With pictures left out, set down every record word for word.
START Information
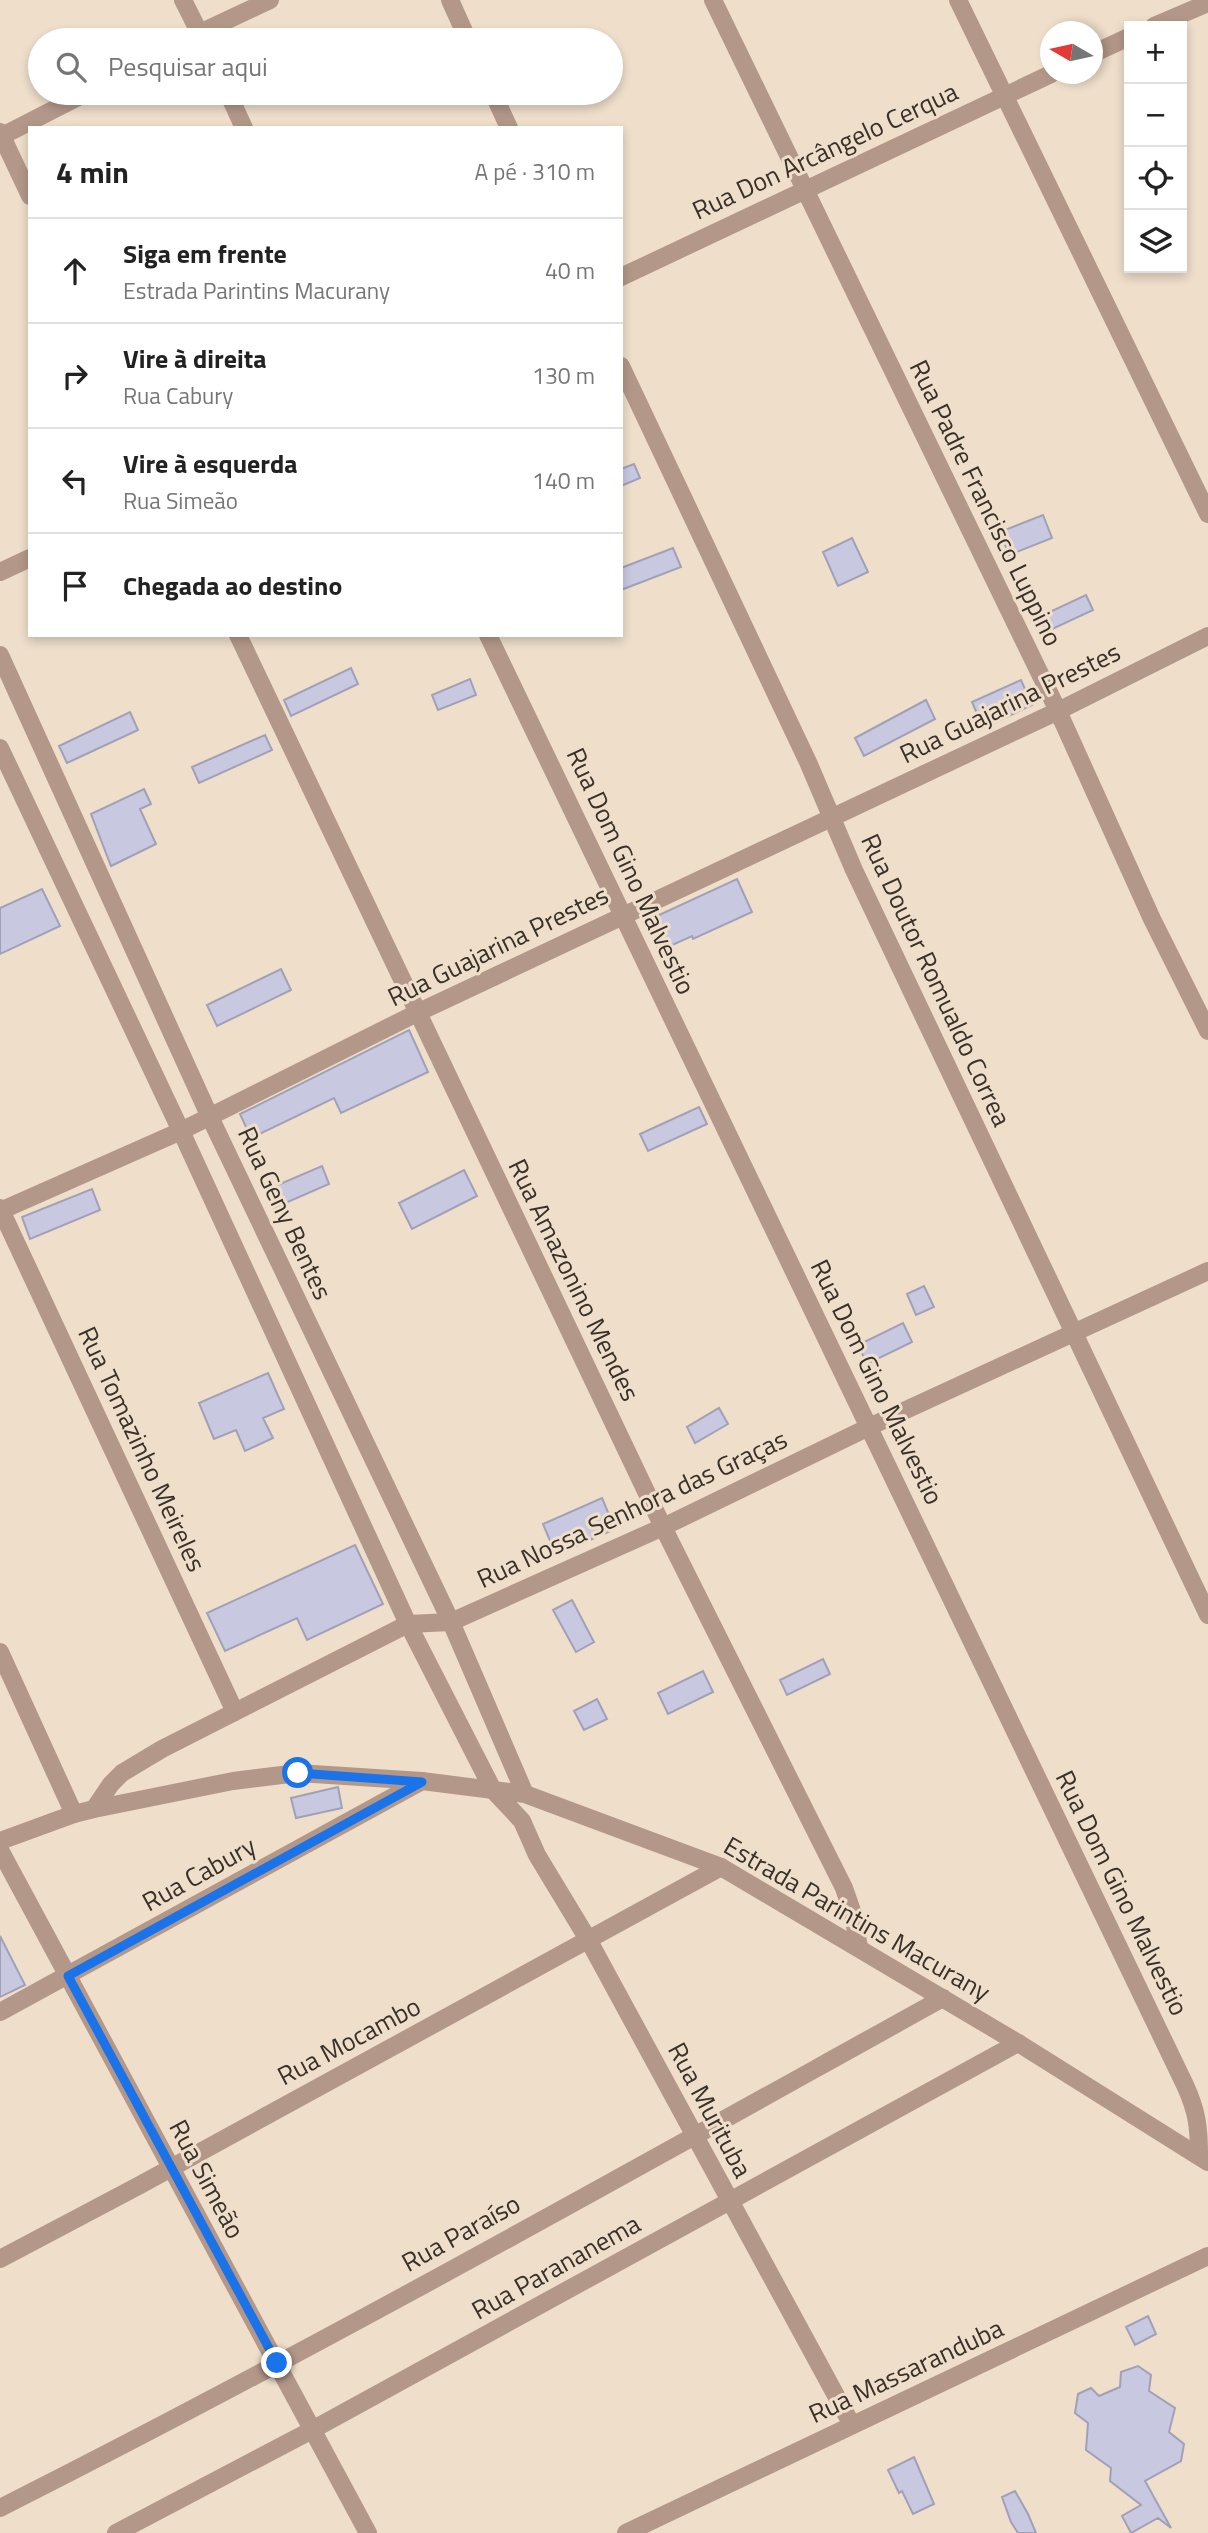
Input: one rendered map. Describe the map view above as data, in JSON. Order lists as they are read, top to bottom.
{
  "streets": {
    "street": [
      "Rua Don Arcângelo Cerqua",
      "Rua Padre Francisco Luppino",
      "Rua Guajarina Prestes",
      "Rua Dom Gino Malvestio",
      "Rua Doutor Romualdo Correa",
      "Rua Geny Bentes",
      "Rua Amazonino Mendes",
      "Rua Tomazinho Meireles",
      "Rua Nossa Senhora das Graças",
      "Rua Cabury",
      "Estrada Parintins Macurany",
      "Rua Mocambo",
      "Rua Murituba",
      "Rua Simeão",
      "Rua Paraíso",
      "Rua Parananema",
      "Rua Massaranduba"
    ]
  },
  "crossings": [
    ["Rua Don Arcângelo Cerqua", "Rua Padre Francisco Luppino"],
    ["Rua Padre Francisco Luppino", "Rua Guajarina Prestes"],
    ["Rua Guajarina Prestes", "Rua Dom Gino Malvestio"],
    ["Rua Guajarina Prestes", "Rua Doutor Romualdo Correa"],
    ["Rua Guajarina Prestes", "Rua Geny Bentes"],
    ["Rua Guajarina Prestes", "Rua Amazonino Mendes"],
    ["Rua Guajarina Prestes", "Rua Tomazinho Meireles"],
    ["Rua Dom Gino Malvestio", "Rua Nossa Senhora das Graças"],
    ["Rua Dom Gino Malvestio", "Estrada Parintins Macurany"],
    ["Rua Doutor Romualdo Correa", "Rua Nossa Senhora das Graças"],
    ["Rua Geny Bentes", "Rua Nossa Senhora das Graças"],
    ["Rua Geny Bentes", "Estrada Parintins Macurany"],
    ["Rua Geny Bentes", "Rua Murituba"],
    ["Rua Amazonino Mendes", "Rua Nossa Senhora das Graças"],
    ["Rua Amazonino Mendes", "Estrada Parintins Macurany"],
    ["Rua Tomazinho Meireles", "Rua Nossa Senhora das Graças"],
    ["Rua Nossa Senhora das Graças", "Estrada Parintins Macurany"],
    ["Rua Cabury", "Estrada Parintins Macurany"],
    ["Rua Cabury", "Rua Simeão"],
    ["Estrada Parintins Macurany", "Rua Mocambo"],
    ["Estrada Parintins Macurany", "Rua Murituba"],
    ["Estrada Parintins Macurany", "Rua Paraíso"],
    ["Estrada Parintins Macurany", "Rua Parananema"],
    ["Rua Mocambo", "Rua Murituba"],
    ["Rua Mocambo", "Rua Simeão"],
    ["Rua Murituba", "Rua Paraíso"],
    ["Rua Murituba", "Rua Parananema"],
    ["Rua Murituba", "Rua Massaranduba"],
    ["Rua Simeão", "Rua Paraíso"],
    ["Rua Simeão", "Rua Parananema"]
  ],
  "north": "left",
  "page": {
    "map_buttons": ["+", "−"],
    "search": "Pesquisar aqui",
    "heading": ["4 min", "A pé · 310 m"],
    "list": [
      ["Siga em frente", "Estrada Parintins Macurany", "40 m"],
      ["Vire à direita", "Rua Cabury", "130 m"],
      ["Vire à esquerda", "Rua Simeão", "140 m"],
      "Chegada ao destino"
    ]
  }
}
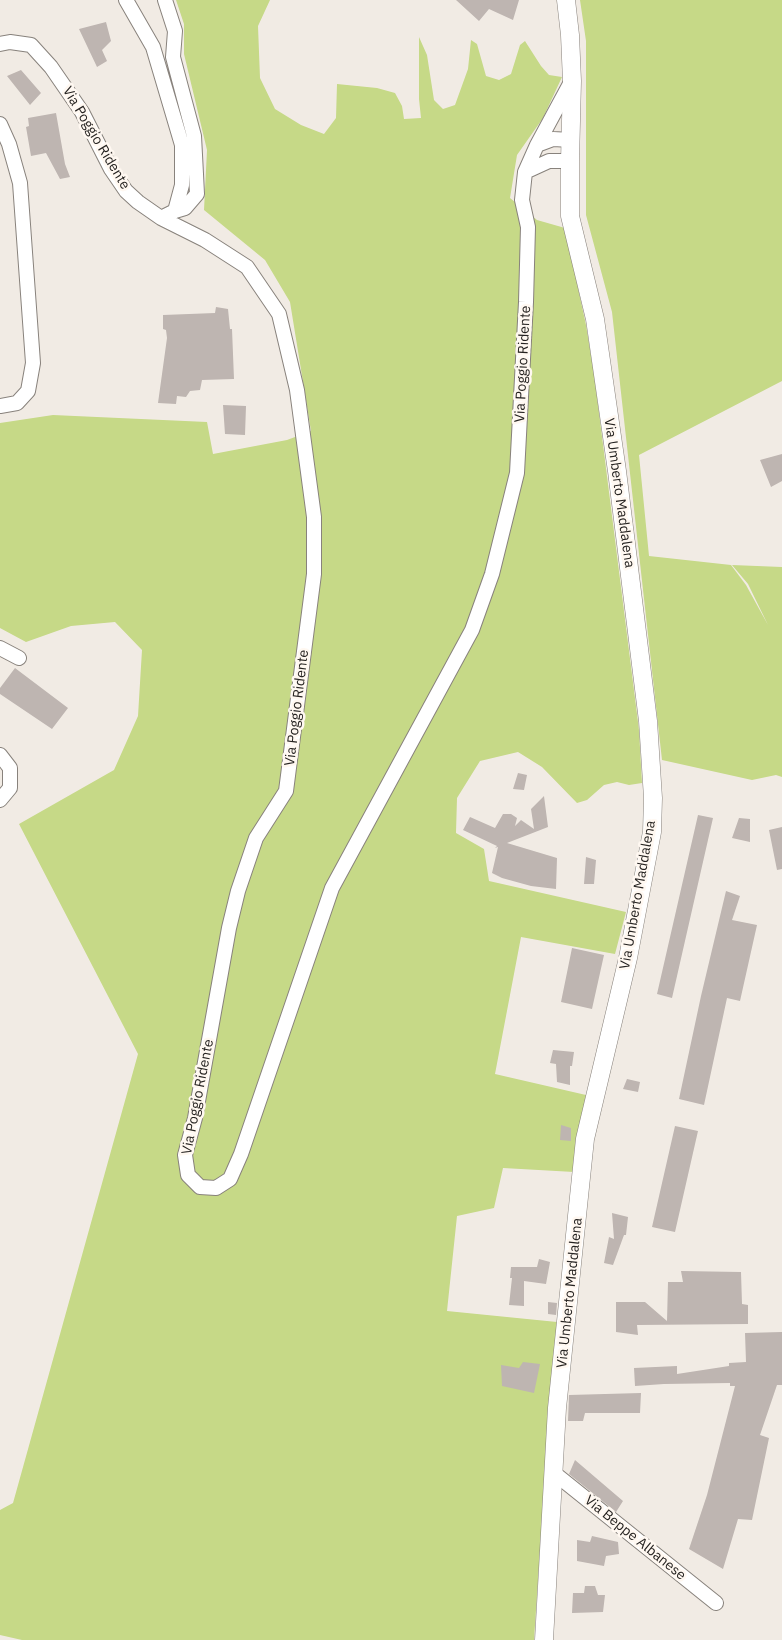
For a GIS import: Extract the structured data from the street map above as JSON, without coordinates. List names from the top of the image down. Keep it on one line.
{"streets":{"street":["Via Poggio Ridente","Via Umberto Maddalena","Via Beppe Albanese"]},"crossings":[["Via Poggio Ridente","Via Umberto Maddalena"],["Via Umberto Maddalena","Via Beppe Albanese"]]}
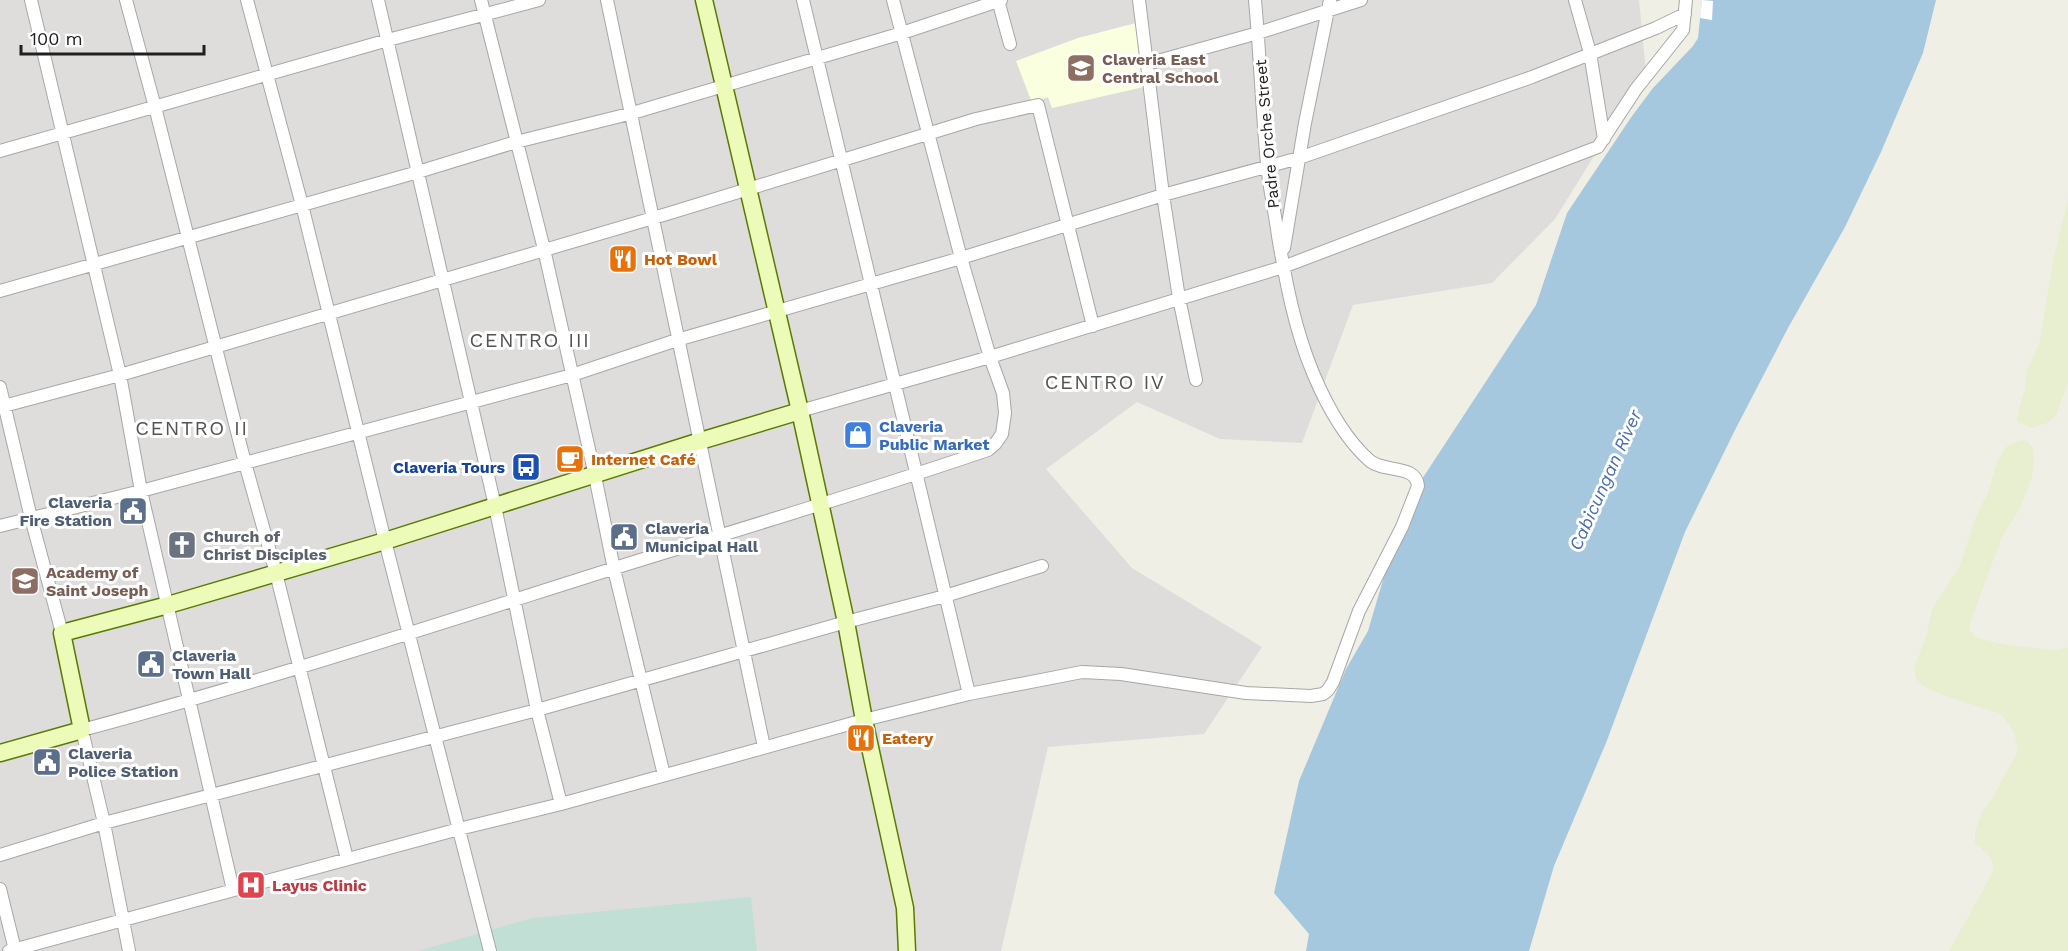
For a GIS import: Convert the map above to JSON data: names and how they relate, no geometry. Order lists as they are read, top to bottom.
{
  "streets": {
    "street": ["Padre Orche Street"]
  },
  "districts": ["CENTRO III", "CENTRO IV", "CENTRO II"],
  "water": ["Cabicungan River"],
  "places": {
    "school or university": ["Claveria East Central School", "Academy of Saint Joseph"],
    "restaurant": ["Hot Bowl", "Eatery"],
    "shop": ["Claveria Public Market"],
    "cafe": ["Internet Café"],
    "bus stop": ["Claveria Tours"],
    "public building": [
      "Claveria Fire Station",
      "Claveria Municipal Hall",
      "Claveria Town Hall",
      "Claveria Police Station"
    ],
    "church": ["Church of Christ Disciples"],
    "hospital": ["Layus Clinic"]
  },
  "scale_bar": "100 m"
}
END Information
Response area =>
Input: one rendered map. Describe the map view above as data, in JSON. Order lists as they are read, top to bottom.
{
  "streets": {
    "street": [
      "Rua Don Arcângelo Cerqua",
      "Rua Padre Francisco Luppino",
      "Rua Guajarina Prestes",
      "Rua Dom Gino Malvestio",
      "Rua Doutor Romualdo Correa",
      "Rua Geny Bentes",
      "Rua Amazonino Mendes",
      "Rua Tomazinho Meireles",
      "Rua Nossa Senhora das Graças",
      "Rua Cabury",
      "Estrada Parintins Macurany",
      "Rua Mocambo",
      "Rua Murituba",
      "Rua Simeão",
      "Rua Paraíso",
      "Rua Parananema",
      "Rua Massaranduba"
    ]
  },
  "crossings": [
    ["Rua Don Arcângelo Cerqua", "Rua Padre Francisco Luppino"],
    ["Rua Padre Francisco Luppino", "Rua Guajarina Prestes"],
    ["Rua Guajarina Prestes", "Rua Dom Gino Malvestio"],
    ["Rua Guajarina Prestes", "Rua Doutor Romualdo Correa"],
    ["Rua Guajarina Prestes", "Rua Geny Bentes"],
    ["Rua Guajarina Prestes", "Rua Amazonino Mendes"],
    ["Rua Guajarina Prestes", "Rua Tomazinho Meireles"],
    ["Rua Dom Gino Malvestio", "Rua Nossa Senhora das Graças"],
    ["Rua Dom Gino Malvestio", "Estrada Parintins Macurany"],
    ["Rua Doutor Romualdo Correa", "Rua Nossa Senhora das Graças"],
    ["Rua Geny Bentes", "Rua Nossa Senhora das Graças"],
    ["Rua Geny Bentes", "Estrada Parintins Macurany"],
    ["Rua Geny Bentes", "Rua Murituba"],
    ["Rua Amazonino Mendes", "Rua Nossa Senhora das Graças"],
    ["Rua Amazonino Mendes", "Estrada Parintins Macurany"],
    ["Rua Tomazinho Meireles", "Rua Nossa Senhora das Graças"],
    ["Rua Nossa Senhora das Graças", "Estrada Parintins Macurany"],
    ["Rua Cabury", "Estrada Parintins Macurany"],
    ["Rua Cabury", "Rua Simeão"],
    ["Estrada Parintins Macurany", "Rua Mocambo"],
    ["Estrada Parintins Macurany", "Rua Murituba"],
    ["Estrada Parintins Macurany", "Rua Paraíso"],
    ["Estrada Parintins Macurany", "Rua Parananema"],
    ["Rua Mocambo", "Rua Murituba"],
    ["Rua Mocambo", "Rua Simeão"],
    ["Rua Murituba", "Rua Paraíso"],
    ["Rua Murituba", "Rua Parananema"],
    ["Rua Murituba", "Rua Massaranduba"],
    ["Rua Simeão", "Rua Paraíso"],
    ["Rua Simeão", "Rua Parananema"]
  ],
  "north": "left",
  "page": {
    "map_buttons": ["+", "−"],
    "search": "Pesquisar aqui",
    "heading": ["4 min", "A pé · 310 m"],
    "list": [
      ["Siga em frente", "Estrada Parintins Macurany", "40 m"],
      ["Vire à direita", "Rua Cabury", "130 m"],
      ["Vire à esquerda", "Rua Simeão", "140 m"],
      "Chegada ao destino"
    ]
  }
}
For a GIS import: Extract the structured data from the street map above as JSON, without coordinates. List names from the top of the image down. Keep it on one line.
{"streets":{"street":["Via Poggio Ridente","Via Umberto Maddalena","Via Beppe Albanese"]},"crossings":[["Via Poggio Ridente","Via Umberto Maddalena"],["Via Umberto Maddalena","Via Beppe Albanese"]]}
For a GIS import: Convert the map above to JSON data: names and how they relate, no geometry. Order lists as they are read, top to bottom.
{
  "streets": {
    "street": ["Padre Orche Street"]
  },
  "districts": ["CENTRO III", "CENTRO IV", "CENTRO II"],
  "water": ["Cabicungan River"],
  "places": {
    "school or university": ["Claveria East Central School", "Academy of Saint Joseph"],
    "restaurant": ["Hot Bowl", "Eatery"],
    "shop": ["Claveria Public Market"],
    "cafe": ["Internet Café"],
    "bus stop": ["Claveria Tours"],
    "public building": [
      "Claveria Fire Station",
      "Claveria Municipal Hall",
      "Claveria Town Hall",
      "Claveria Police Station"
    ],
    "church": ["Church of Christ Disciples"],
    "hospital": ["Layus Clinic"]
  },
  "scale_bar": "100 m"
}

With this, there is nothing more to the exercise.